RUFADAA creates a three-tiered hierarchy of steps that control the disclosure of digital assets from a custodian to a fiduciary. These steps are, in order of priority: the custodian’s online tool, the user’s estate planning documents, and the custodian's terms of service.
Online tool - A user may use an online tool provided by the custodian to direct the custodian to disclose or not to disclose some or all of the user’s digital assets, including the content of electronic communications.
Estate planning documents – If the user did not use the custodian’s online tool, or if the custodian did not provide an online tool, then the user can allow or prohibit disclosure/access through a will, trust, power of attorney or other similar legal documents.
Terms of service – Regardless of what the custodian’s terms of service say, the user’s direction under either an online tool or estate planning document will override anything in the terms of service to the contrary. However, in the absence of an online tool or relevant legal document such as a will or power of attorney, the custodian’s terms of service will then control access to the user’s digital assets, including eliminating access to a fiduciary if so written.
What if a holder of digital assets does not want the executor to be able to access a digital account? Leigh Meineke, a Houston estate planning and probate attorney at Stephens | Domnitz | Meineke, PLLC, explains that in Texas access can be denied by using the online tool provided by the custodian holding the digital assets or by specifically denying access in a will, trust, power of attorney or other record. “In order to gain access to digital assets in Texas,” says Meineke, “a copy of the will, trust, power of attorney or other record must be presented to the custodian setting out consent to access.” If consent is not specifically given, access should not be granted, but Meineke cautions that to fully limit access, it would be best to specifically address access in estate planning documents such as a will, trust, or power of attorney.
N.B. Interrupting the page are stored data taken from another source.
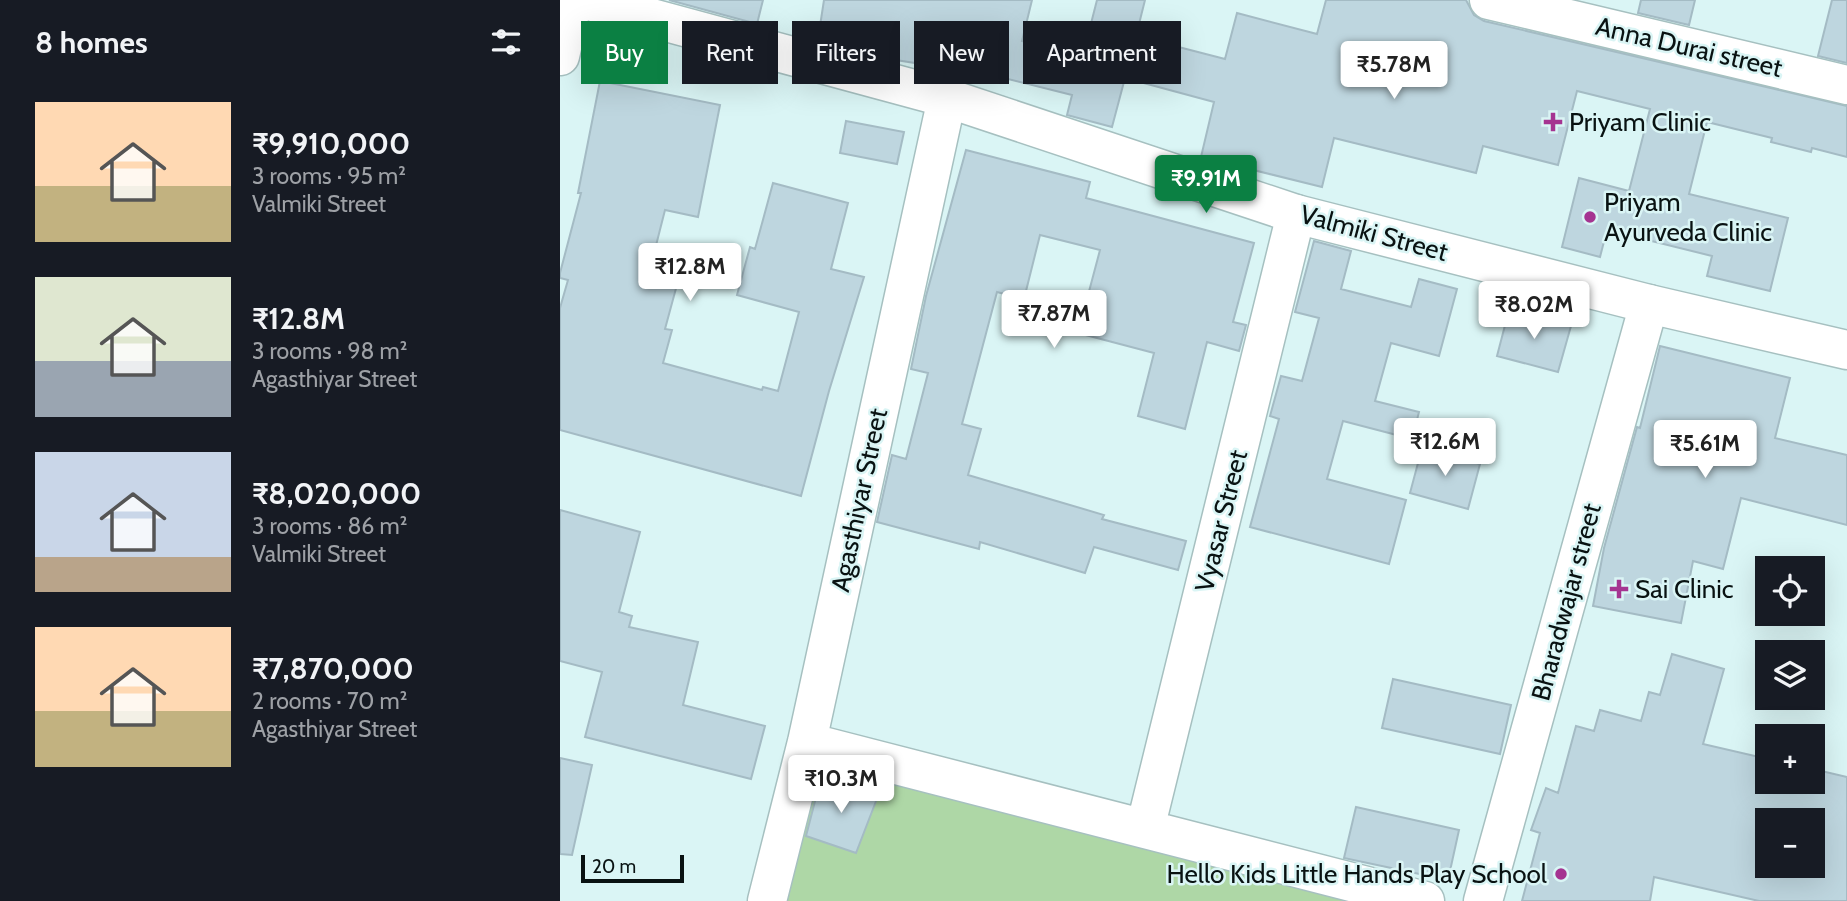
<!DOCTYPE html>
<html lang="en">
<head>
<meta charset="utf-8">
<style>
  body { margin:0; font-family:Cabin,sans-serif; background:#242831; color:#f1f3f6; height:100vh; display:flex; flex-direction:column; font-size:26px; white-space:nowrap }
  * { box-sizing:border-box; margin:0 }
  p { font-size:23px; color:#9ea1a6 }
  .icon { flex:none; width:38px; height:38px; fill:none; stroke:currentColor; stroke-width:2; stroke-linecap:round; stroke-linejoin:round }
  .map { position:relative; flex:1; overflow:hidden }
  .sheet { display:flex; flex-direction:column; background:#171b24; width:560px }
  .sheet>* { flex:none }
  .guide { position:absolute; left:21px; top:21px; width:665px; height:63px; display:flex; gap:14px }
  .buttons { position:absolute; left:1195px; top:556px; display:grid; gap:14px }
  .buttons a { display:grid; place-items:center; width:70px; height:70px; border-radius:0px; background:#171b24; box-shadow:0 7px 28px #0002; font-size:35px }
  .scale { position:absolute; left:21px; bottom:18px; width:103px; box-sizing:border-box; padding-left:7px; border:4px solid #091212; border-top:0; font-size:19px; line-height:24px; white-space:nowrap; color:#091212; -webkit-text-stroke:5px #daf5f5; paint-order:stroke }
  .price { position:absolute; translate:-50% -60px; padding:0 16px; border-radius:7px; background:#fff; color:#222; font-size:23px; line-height:46px; filter:drop-shadow(0 2px 4px #0008) }
  .price::after { content:''; position:absolute; left:50%; top:42px; width:21px; height:16px; margin-left:-10px; background:inherit; clip-path:polygon(0 0,100% 0,50% 100%) }
  .price.active { background:#0b8043; color:#fff }
  ul { padding:0; list-style:none }
  li { display:flex; align-items:center; gap:21px; height:175px; padding:0 35px }
  li span { display:grid; place-items:center; flex:none; width:196px; height:140px; border-radius:0px; color:#555 }
  li>.icon { margin-inline-start:auto }
  span .icon { width:84px; height:84px; fill:#fffc; stroke-width:1 }
  li b { font-size:30px }
  h2 { display:flex; justify-content:space-between; align-items:center; height:84px; padding:0 35px; font-size:30px }
  .pill { padding:0 24px; border-radius:0px; background:#171b24; box-shadow:0 7px 28px #0002; font-size:24px; line-height:63px }
  .pill.active { background:#0b8043; color:#fff }
  main { display:flex; flex:1; min-height:0 }
  .map>svg:first-child { display:block }
</style>
</head>
<body>
<main>
<section class="sheet">
<h2>8 homes<svg class="icon" aria-label="filters" viewBox="0 0 24 24"><path d="M4 7h16M4 17h16"/><circle cx="9" cy="7" r="2"/><circle cx="15" cy="17" r="2"/></svg></h2>
<ul>
<li><span style="background:linear-gradient(#ffd9b3 60%,#c2b280 0)"><svg class="icon" aria-label="home" viewBox="0 0 24 24"><path d="M3 11l9-7 9 7M6 9v11h12V9"/></svg></span><div><b>₹9,910,000</b><p>3 rooms · 95 m²</p><p>Valmiki Street</p></div></li>
<li><span style="background:linear-gradient(#dfe7d0 60%,#9aa5b1 0)"><svg class="icon" aria-label="home" viewBox="0 0 24 24"><path d="M3 11l9-7 9 7M6 9v11h12V9"/></svg></span><div><b>₹12.8M</b><p>3 rooms · 98 m²</p><p>Agasthiyar Street</p></div></li>
<li><span style="background:linear-gradient(#c9d6e8 75%,#b9a48a 0)"><svg class="icon" aria-label="home" viewBox="0 0 24 24"><path d="M3 11l9-7 9 7M6 9v11h12V9"/></svg></span><div><b>₹8,020,000</b><p>3 rooms · 86 m²</p><p>Valmiki Street</p></div></li>
<li><span style="background:linear-gradient(#ffd9b3 60%,#c2b280 0)"><svg class="icon" aria-label="home" viewBox="0 0 24 24"><path d="M3 11l9-7 9 7M6 9v11h12V9"/></svg></span><div><b>₹7,870,000</b><p>2 rooms · 70 m²</p><p>Agasthiyar Street</p></div></li>
</ul>
</section>
<div class="map">
<svg width="1287" height="901" viewBox="0 0 1287 901">
  <rect width="100%" height="100%" fill="#daf5f5"/>
  <!-- green -->
  <path fill="#aed7a6" d="M 242,760 L 859,901 L 207,901 Z"/>
  <!-- building -->
  <path fill="#bed6df" stroke="#a4bbc4" stroke-width="2" fill-rule="evenodd" d="M 109,0 L 203,0 L 197,24 Z
    M 264,0 L 472,0 L 462,41 L 523,55 L 537,0 L 585,0 L 576,36 L 665,59 L 677,13 L 757,34 L 766,0 L 906,0 L 914,15 L 924,21 L 1287,106 L 1287,157 L 1252,148 L 1251,152 L 1211,142 L 1212,138 L 1147,122 L 1129,194 L 1228,218 L 1210,291 L 1147,276 L 1152,256 L 1047,230 L 1040,257 L 1002,247 L 1019,178 L 1069,191 L 1090,109 L 1017,91 L 998,165 L 923,146 L 916,173 L 774,138 L 762,187 L 641,157 L 654,102 L 565,78 L 552,127 L 507,115 L 512,95 L 424,73 L 423,76 L 355,60 L 355,63 L 323,58 L 316,56 L 317,48 L 258,39 Z
    M 1081,0 L 1135,0 L 1129,25 L 1078,13 Z
    M 1272,0 L 1287,0 L 1287,63 L 1258,56 Z
    M 40,81 L 160,105 L 138,217 L 105,210 L 89,273 L 118,281 L 105,329 L 112,330 L 103,363 L 202,390 L 203,387 L 218,391 L 239,312 L 177,295 L 190,247 L 195,249 L 213,183 L 288,203 L 271,269 L 304,277 L 269,391 L 241,496 L 0,430 L 0,308 L 8,280 L 0,278 L 0,273 L 21,193 L 18,193 Z
    M 286,121 L 344,132 L 337,164 L 280,153 Z
    M 406,150 L 530,182 L 526,198 L 694,243 L 673,322 L 686,325 L 679,351 L 647,342 L 625,429 L 578,416 L 594,353 L 518,333 L 540,250 L 480,235 L 464,299 L 437,292 L 402,424 L 421,429 L 408,475 L 544,515 L 542,519 L 626,541 L 618,570 L 534,547 L 525,573 L 420,542 L 419,549 L 317,522 L 332,455 L 346,459 L 368,373 L 351,369 L 366,296 Z
    M 754,241 L 791,251 L 781,289 L 851,307 L 859,279 L 897,289 L 879,356 L 831,343 L 815,401 L 859,412 L 852,439 L 783,421 L 767,479 L 846,500 L 829,564 L 690,527 L 719,419 L 710,416 L 721,376 L 742,381 L 759,318 L 735,312 Z
    M 949,310 L 1011,326 L 998,372 L 937,356 Z
    M 1100,346 L 1230,378 L 1215,438 L 1287,455 L 1287,525 L 1181,498 L 1163,569 L 1133,561 L 1121,623 L 1033,606 L 1044,548 L 1077,427 L 1080,428 Z
    M 862,448 L 920,464 L 908,509 L 850,493 Z
    M 0,510 L 80,532 L 59,612 L 72,616 L 69,627 L 138,642 L 123,705 L 205,726 L 191,779 L 25,737 L 42,672 L 0,661 Z
    M 1112,654 L 1164,669 L 1143,744 L 1208,759 L 1208,782 L 1253,782 L 1253,769 L 1287,777 L 1287,901 L 1199,901 L 1094,877 L 1090,901 L 962,901 L 980,833 L 971,830 L 986,788 L 998,793 L 1016,726 L 1034,731 L 1040,710 L 1081,721 L 1089,692 L 1100,695 ZM 1208,821 L 1253,821 L 1253,866 L 1208,866 Z
    M 833,679 L 951,705 L 940,754 L 822,728 Z
    M 0,758 L 32,765 L 12,855 L 0,854 Z
    M 261,778 L 318,796 L 296,853 L 246,836 Z
    M 796,807 L 899,830 L 888,880 L 784,858 Z"/>
  <g fill="none" stroke-linecap="round" stroke-linejoin="round">
    <!-- street casing -->
    <g stroke="#a6c0c0" stroke-width="41">
      <path id="street" d="M 929,0 L 1287,85
        M 247,742 L 865,901
        M 585,829 L 736,214
        M 207,901 L 247,742 L 387,98
        M 923,901 L 1089,304"/>
    </g>
    <!-- secondary casing -->
    <g stroke="#a6c0c0" stroke-width="41">
      <path id="secondary" d="M 25,0 L 387,98 L 736,214 L 1089,304 L 1287,350
        M 0,56 L 13,0"/>
    </g>
    <!-- street -->
    <use href="#street" stroke="#fff" stroke-width="38"/>
    <!-- secondary -->
    <use href="#secondary" stroke="#fff" stroke-width="38"/>
  </g>
  <!-- markers -->
  <g fill="#a53491" stroke="#daf5f5" stroke-width="2.5">
    <path d="M989.5 111.5h7v7h7v7h-7v7h-7v-7h-7v-7h7z"/>
    <circle cx="1030" cy="217" r="7"/>
    <path d="M1055.5 578.5h7v7h7v7h-7v7h-7v-7h-7v-7h7z"/>
    <circle cx="1001" cy="874" r="7"/>
  </g>
  <g text-anchor="middle" stroke-width="5" stroke-linejoin="round" paint-order="stroke">
    <!-- street labels -->
    <g font-size="26" fill="#091212" stroke="#daf5f5">
      <text transform="translate(1129 47) rotate(13)" y="9">Anna Durai street</text>
      <text transform="translate(814 233) rotate(15)" y="9">Valmiki Street</text>
      <text transform="translate(299 500) rotate(-78)" y="9">Agasthiyar Street</text>
      <text transform="translate(661 521) rotate(-76)" y="9">Vyasar Street</text>
      <text transform="translate(1006 602) rotate(-75)" y="9">Bharadwajar street</text>
    </g>
    <!-- poi labels -->
    <g font-size="26" fill="#091212" stroke="#daf5f5" text-anchor="start">
      <text x="1009" y="131">Priyam Clinic</text>
      <text x="1044" y="211">Priyam<tspan x="1044" dy="30">Ayurveda Clinic</tspan></text>
      <text x="1075" y="598">Sai Clinic</text>
      <text x="987" y="883" text-anchor="end">Hello Kids Little Hands Play School</text>
    </g>
  </g>
</svg>
<div class="buttons">
<a><svg class="icon" aria-label="locate" viewBox="0 0 24 24"><circle cx="12" cy="12" r="6"/><path d="M12 2v4M12 18v4M2 12h4M18 12h4"/></svg></a>
<a><svg class="icon" aria-label="layers" viewBox="0 0 24 24"><path d="M12 4l9 5-9 5-9-5zM3 14l9 5 9-5"/></svg></a>
<a>+</a>
<a>−</a>
</div>
<div class="scale">20 m</div>
<b class="price" style="left:834px;top:101px">₹5.78M</b>
<b class="price active" style="left:646px;top:215px">₹9.91M</b>
<b class="price" style="left:130px;top:303px">₹12.8M</b>
<b class="price" style="left:974px;top:341px">₹8.02M</b>
<b class="price" style="left:494px;top:350px">₹7.87M</b>
<b class="price" style="left:885px;top:478px">₹12.6M</b>
<b class="price" style="left:1145px;top:480px">₹5.61M</b>
<b class="price" style="left:281px;top:815px">₹10.3M</b>
<div class="guide">
<a class="pill active">Buy</a>
<a class="pill">Rent</a>
<a class="pill">Filters</a>
<a class="pill">New</a>
<a class="pill">Apartment</a>
</div>
</div>
</main>
</body>
</html>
Another point to keep in mind is that custodians are allowed to charge fees to access and disclose a user’s account to a fiduciary. RUFADAA also allows custodians to refuse an otherwise valid request on the grounds that complying would be “unduly burdensome.” Attorney Meineke points out that custodians can provide access only to digital assets that are “reasonably necessary” for administering the estate. In the event that the custodian ignores or refuses to disclose on the grounds that the request is unduly burdensome, Meineke explains that it may be necessary to ask a court for an order directing compliance. “Another thing to keep in mind,” says Meineke, “is that custodians are under no obligation to disclose digital assets that have been deleted by the user and cannot provide access to joint accounts.”
What Should Users Do?
If giving access to your executor through a will or power of attorney, do more than say they have access. Leave detailed instructions on how they can access your data; otherwise, they will need to obtain court orders and jump through many hoops. Provide your usernames and passwords in a letter or computer file with directions on how to access it, but don’t put such personal information in the will itself, which becomes a public record once it is admitted into probate. Be sure to update this letter as you gain new accounts or delete old ones.
According to the National Conference of State Legislatures (NCSL), 48 states plus U.S. Virgin Islands have some form of law addressing the transfer of digital assets after death, and at least 46 states have adopted UFADAA or RUFADAA since 2015 when Delaware became the first state to adopt the uniform law. The District of Columbia enacted RUFADAA this year, according to the ULC. Whether any of the few remaining holdouts will decide to join the team this year remains to be seen, but the possibility is there for the Bay State to be next on the list, if the Sooner State doesn’t get there, well, sooner.